____ Dataset

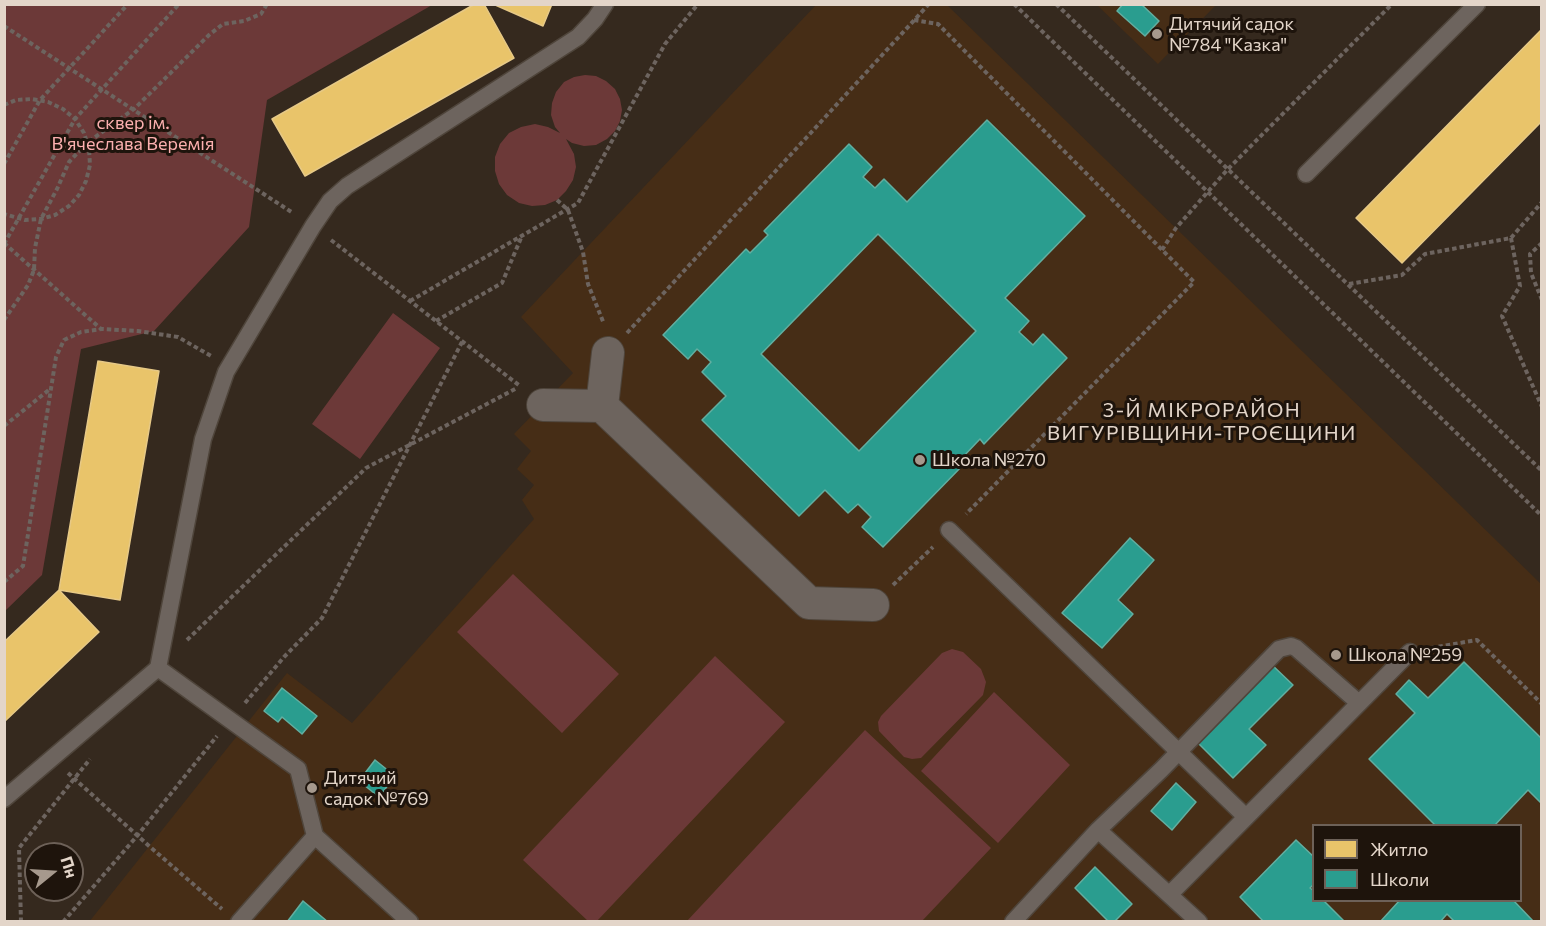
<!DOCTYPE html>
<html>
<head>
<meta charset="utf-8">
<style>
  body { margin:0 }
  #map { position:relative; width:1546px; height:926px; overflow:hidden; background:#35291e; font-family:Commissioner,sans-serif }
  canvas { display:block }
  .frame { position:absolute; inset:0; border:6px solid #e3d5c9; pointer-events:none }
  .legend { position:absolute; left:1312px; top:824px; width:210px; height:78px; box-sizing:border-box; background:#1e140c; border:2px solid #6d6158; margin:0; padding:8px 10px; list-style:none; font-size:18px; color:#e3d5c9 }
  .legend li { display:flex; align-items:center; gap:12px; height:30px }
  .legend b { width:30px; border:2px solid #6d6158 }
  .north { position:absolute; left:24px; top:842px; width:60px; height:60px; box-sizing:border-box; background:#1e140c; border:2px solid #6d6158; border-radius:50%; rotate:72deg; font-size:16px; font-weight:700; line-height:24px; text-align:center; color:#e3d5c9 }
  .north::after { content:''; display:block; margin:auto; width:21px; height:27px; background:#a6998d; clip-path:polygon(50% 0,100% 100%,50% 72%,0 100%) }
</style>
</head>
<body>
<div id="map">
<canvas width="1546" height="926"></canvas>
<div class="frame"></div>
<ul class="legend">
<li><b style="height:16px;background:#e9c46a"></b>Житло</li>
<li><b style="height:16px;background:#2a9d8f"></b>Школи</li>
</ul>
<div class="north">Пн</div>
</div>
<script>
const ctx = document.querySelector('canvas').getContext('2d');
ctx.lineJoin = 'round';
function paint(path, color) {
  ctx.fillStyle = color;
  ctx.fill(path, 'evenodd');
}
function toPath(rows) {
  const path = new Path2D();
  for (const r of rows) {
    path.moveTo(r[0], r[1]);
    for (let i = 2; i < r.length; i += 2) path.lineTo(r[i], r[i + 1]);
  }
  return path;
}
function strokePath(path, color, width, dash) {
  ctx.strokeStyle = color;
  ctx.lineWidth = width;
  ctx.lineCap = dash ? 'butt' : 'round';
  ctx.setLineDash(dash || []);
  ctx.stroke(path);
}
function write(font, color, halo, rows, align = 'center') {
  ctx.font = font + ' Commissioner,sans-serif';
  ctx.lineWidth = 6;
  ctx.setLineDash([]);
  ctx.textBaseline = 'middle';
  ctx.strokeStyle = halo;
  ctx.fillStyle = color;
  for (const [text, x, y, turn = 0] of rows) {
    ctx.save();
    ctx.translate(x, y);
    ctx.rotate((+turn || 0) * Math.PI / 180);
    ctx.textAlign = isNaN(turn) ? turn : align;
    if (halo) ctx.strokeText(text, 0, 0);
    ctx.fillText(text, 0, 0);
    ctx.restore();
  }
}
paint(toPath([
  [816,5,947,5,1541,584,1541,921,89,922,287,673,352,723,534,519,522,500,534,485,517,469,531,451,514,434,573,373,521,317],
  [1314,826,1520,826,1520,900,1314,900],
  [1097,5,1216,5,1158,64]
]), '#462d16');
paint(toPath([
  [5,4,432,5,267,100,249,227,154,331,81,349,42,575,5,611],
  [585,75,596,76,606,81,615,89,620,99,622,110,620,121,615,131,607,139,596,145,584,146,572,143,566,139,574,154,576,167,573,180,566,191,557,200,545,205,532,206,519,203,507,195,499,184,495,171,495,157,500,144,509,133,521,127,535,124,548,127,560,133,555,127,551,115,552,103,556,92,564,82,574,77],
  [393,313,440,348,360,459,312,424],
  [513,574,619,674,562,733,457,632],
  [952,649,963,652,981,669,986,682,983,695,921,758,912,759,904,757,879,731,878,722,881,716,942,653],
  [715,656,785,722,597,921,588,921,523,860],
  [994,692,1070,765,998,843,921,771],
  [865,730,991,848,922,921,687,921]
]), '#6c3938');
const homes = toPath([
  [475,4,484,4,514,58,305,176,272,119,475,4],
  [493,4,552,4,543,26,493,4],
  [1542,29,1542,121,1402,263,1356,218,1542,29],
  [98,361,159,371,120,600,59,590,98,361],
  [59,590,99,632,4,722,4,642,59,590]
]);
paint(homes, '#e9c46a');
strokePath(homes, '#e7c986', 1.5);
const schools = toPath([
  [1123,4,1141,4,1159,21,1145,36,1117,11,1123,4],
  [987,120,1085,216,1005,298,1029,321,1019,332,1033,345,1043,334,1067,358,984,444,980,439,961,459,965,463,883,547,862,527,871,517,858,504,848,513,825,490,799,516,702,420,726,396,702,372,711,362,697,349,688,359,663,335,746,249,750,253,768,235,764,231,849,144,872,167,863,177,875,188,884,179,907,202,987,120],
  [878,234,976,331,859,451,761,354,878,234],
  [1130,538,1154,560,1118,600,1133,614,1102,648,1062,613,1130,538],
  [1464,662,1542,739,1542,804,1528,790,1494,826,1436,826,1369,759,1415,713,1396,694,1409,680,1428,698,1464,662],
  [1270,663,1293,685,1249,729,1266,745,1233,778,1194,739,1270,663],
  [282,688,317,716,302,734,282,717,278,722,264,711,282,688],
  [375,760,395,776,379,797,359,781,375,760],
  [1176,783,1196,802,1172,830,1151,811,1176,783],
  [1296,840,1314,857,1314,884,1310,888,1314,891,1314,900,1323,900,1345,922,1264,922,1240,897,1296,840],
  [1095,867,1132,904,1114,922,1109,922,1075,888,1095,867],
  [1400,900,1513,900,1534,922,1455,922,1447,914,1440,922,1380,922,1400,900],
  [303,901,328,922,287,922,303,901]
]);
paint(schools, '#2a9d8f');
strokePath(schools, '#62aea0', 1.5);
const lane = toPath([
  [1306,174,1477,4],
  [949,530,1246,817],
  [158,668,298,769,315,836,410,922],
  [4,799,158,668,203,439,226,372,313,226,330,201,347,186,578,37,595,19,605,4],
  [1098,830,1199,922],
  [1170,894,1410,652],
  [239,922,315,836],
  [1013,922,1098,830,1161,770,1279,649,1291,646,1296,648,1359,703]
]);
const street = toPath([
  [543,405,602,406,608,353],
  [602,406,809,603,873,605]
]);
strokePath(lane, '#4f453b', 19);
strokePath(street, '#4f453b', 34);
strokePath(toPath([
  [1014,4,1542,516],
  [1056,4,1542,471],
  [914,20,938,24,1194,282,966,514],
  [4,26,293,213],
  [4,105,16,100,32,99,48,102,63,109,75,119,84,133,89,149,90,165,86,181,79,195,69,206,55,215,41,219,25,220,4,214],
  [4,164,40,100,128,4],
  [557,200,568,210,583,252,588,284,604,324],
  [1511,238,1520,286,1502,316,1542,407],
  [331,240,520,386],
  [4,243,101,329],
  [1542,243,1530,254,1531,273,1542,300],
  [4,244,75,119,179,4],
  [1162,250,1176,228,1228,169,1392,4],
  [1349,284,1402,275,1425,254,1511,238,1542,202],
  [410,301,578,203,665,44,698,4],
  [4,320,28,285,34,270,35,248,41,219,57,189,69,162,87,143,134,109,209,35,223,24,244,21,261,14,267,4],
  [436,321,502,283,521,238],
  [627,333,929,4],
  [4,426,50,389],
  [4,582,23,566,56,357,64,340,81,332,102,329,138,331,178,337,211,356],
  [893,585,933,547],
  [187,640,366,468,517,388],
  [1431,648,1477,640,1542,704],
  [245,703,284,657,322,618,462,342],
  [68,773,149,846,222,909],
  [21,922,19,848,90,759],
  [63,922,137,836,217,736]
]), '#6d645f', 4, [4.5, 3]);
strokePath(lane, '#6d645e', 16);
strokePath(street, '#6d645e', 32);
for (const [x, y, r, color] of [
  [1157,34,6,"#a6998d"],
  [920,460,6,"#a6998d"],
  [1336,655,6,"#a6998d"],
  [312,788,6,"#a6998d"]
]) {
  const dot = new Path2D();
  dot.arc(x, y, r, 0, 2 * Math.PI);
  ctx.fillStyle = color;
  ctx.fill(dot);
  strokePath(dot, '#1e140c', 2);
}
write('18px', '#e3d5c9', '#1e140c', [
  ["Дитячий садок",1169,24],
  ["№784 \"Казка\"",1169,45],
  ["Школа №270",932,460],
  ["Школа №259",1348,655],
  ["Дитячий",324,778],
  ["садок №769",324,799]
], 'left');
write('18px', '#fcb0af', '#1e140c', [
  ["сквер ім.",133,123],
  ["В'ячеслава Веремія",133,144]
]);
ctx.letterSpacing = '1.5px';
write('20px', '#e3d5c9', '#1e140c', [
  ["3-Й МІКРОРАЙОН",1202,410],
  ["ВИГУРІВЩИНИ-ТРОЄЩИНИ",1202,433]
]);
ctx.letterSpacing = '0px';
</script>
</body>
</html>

________

## [Task details]
Copy all lines from the material above that hold the word "function".

## [Reply to the exercise]
function paint(path, color) {
function toPath(rows) {
function strokePath(path, color, width, dash) {
function write(font, color, halo, rows, align = 'center') {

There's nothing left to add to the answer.